Collected data:

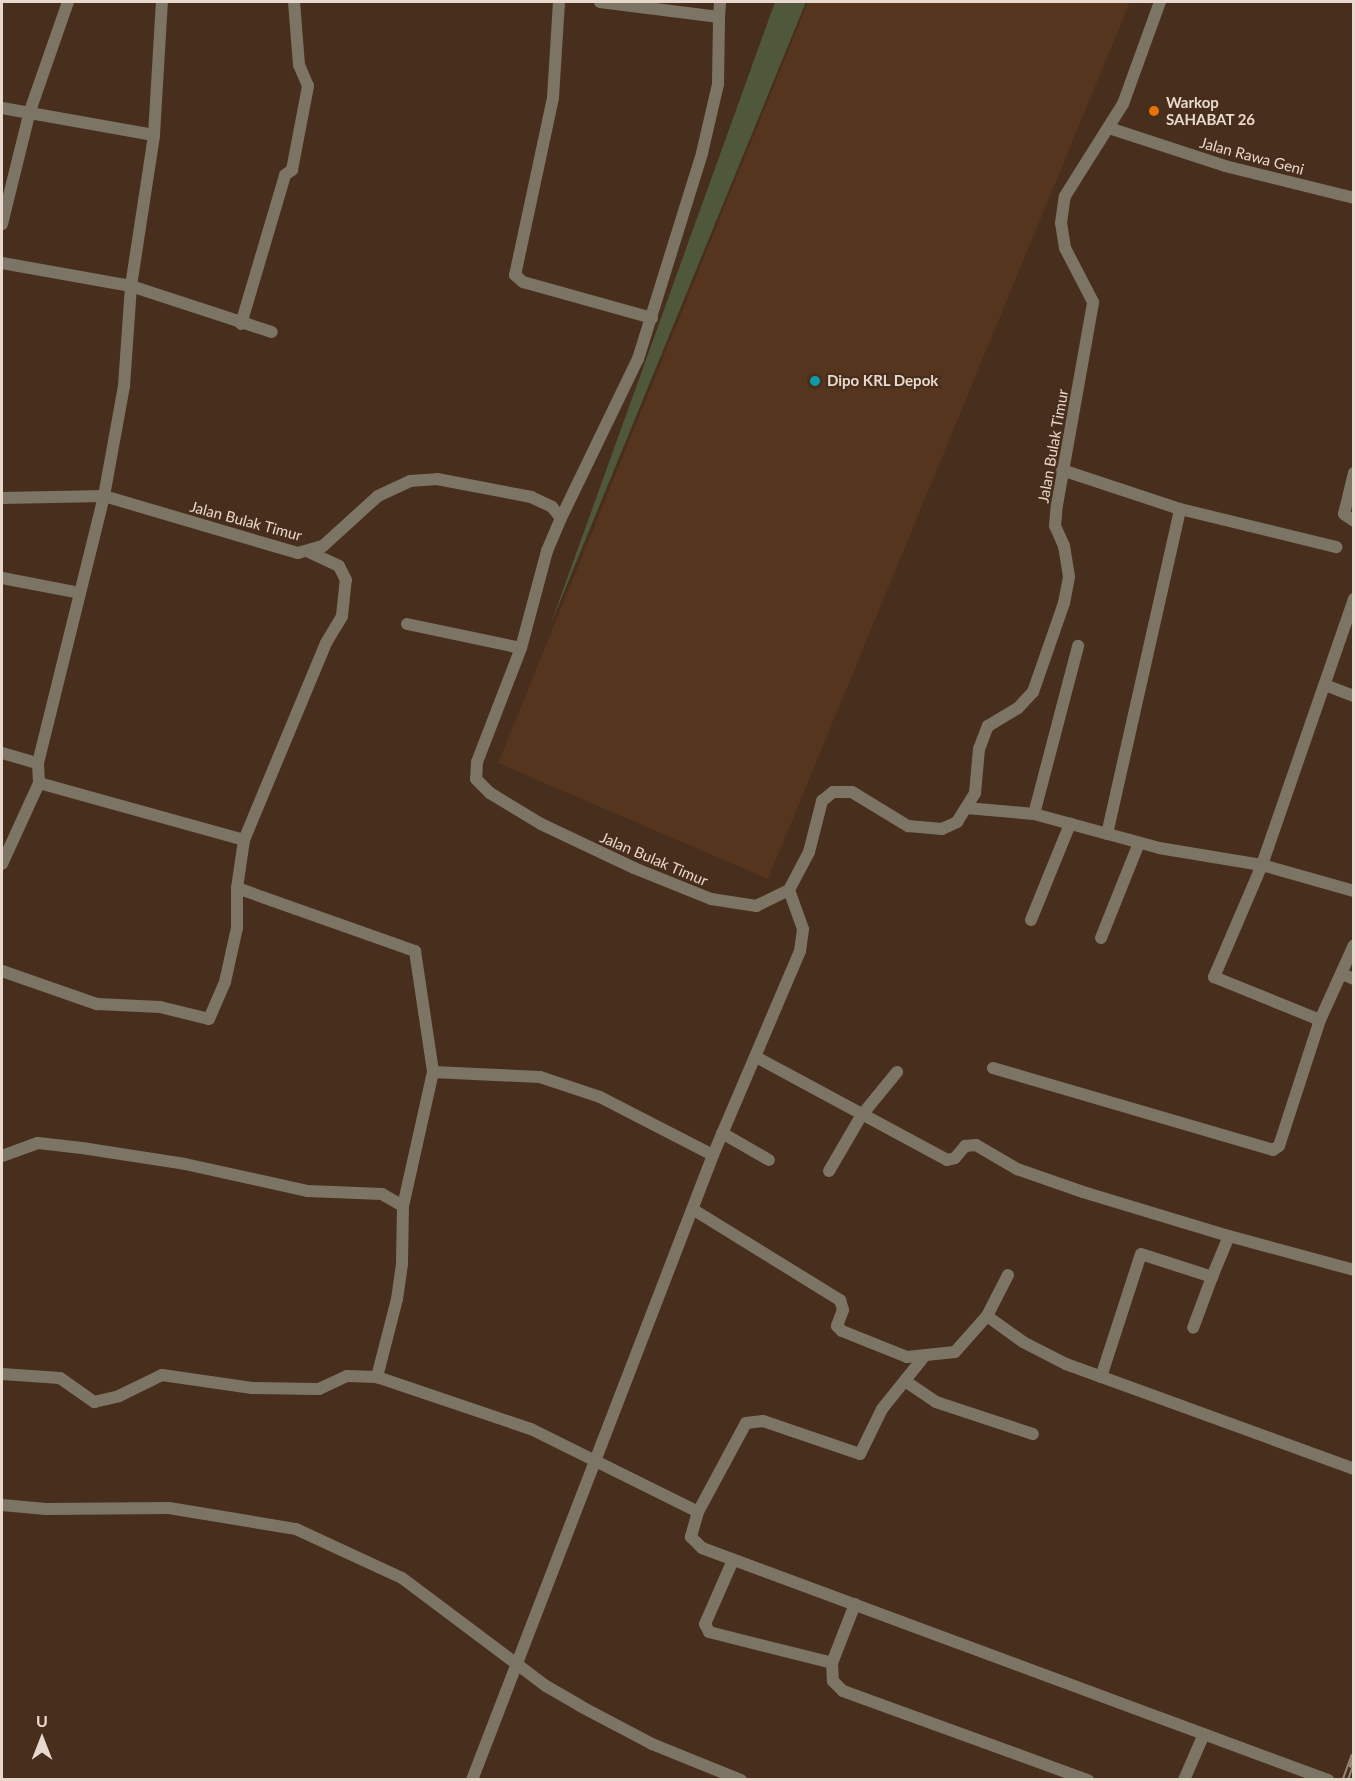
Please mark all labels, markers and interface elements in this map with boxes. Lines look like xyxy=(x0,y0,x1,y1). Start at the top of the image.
place label: Warkop SAHABAT 26 xyxy=(1166,93,1256,128)
marker: Warkop SAHABAT 26 xyxy=(1147,104,1161,118)
street label: Jalan Rawa Geni xyxy=(1198,133,1306,179)
place label: Dipo KRL Depok xyxy=(827,372,939,390)
marker: Dipo KRL Depok xyxy=(808,374,822,388)
street label: Jalan Bulak Timur xyxy=(1034,388,1072,504)
street label: Jalan Bulak Timur xyxy=(188,497,304,545)
street label: Jalan Bulak Timur xyxy=(597,828,711,890)
north arrow xyxy=(12,1709,72,1769)
text: U xyxy=(36,1711,48,1730)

What the task asks
Copy the entries above verbatim. Pictures do not belong in the copy.

Output of the task
Please mark all labels, markers and interface elements in this map with boxes. Lines look like xyxy=(x0,y0,x1,y1). Start at the top of the image.
place label: Warkop SAHABAT 26 xyxy=(1166,93,1256,128)
marker: Warkop SAHABAT 26 xyxy=(1147,104,1161,118)
street label: Jalan Rawa Geni xyxy=(1198,133,1306,179)
place label: Dipo KRL Depok xyxy=(827,372,939,390)
marker: Dipo KRL Depok xyxy=(808,374,822,388)
street label: Jalan Bulak Timur xyxy=(1034,388,1072,504)
street label: Jalan Bulak Timur xyxy=(188,497,304,545)
street label: Jalan Bulak Timur xyxy=(597,828,711,890)
north arrow xyxy=(12,1709,72,1769)
text: U xyxy=(36,1711,48,1730)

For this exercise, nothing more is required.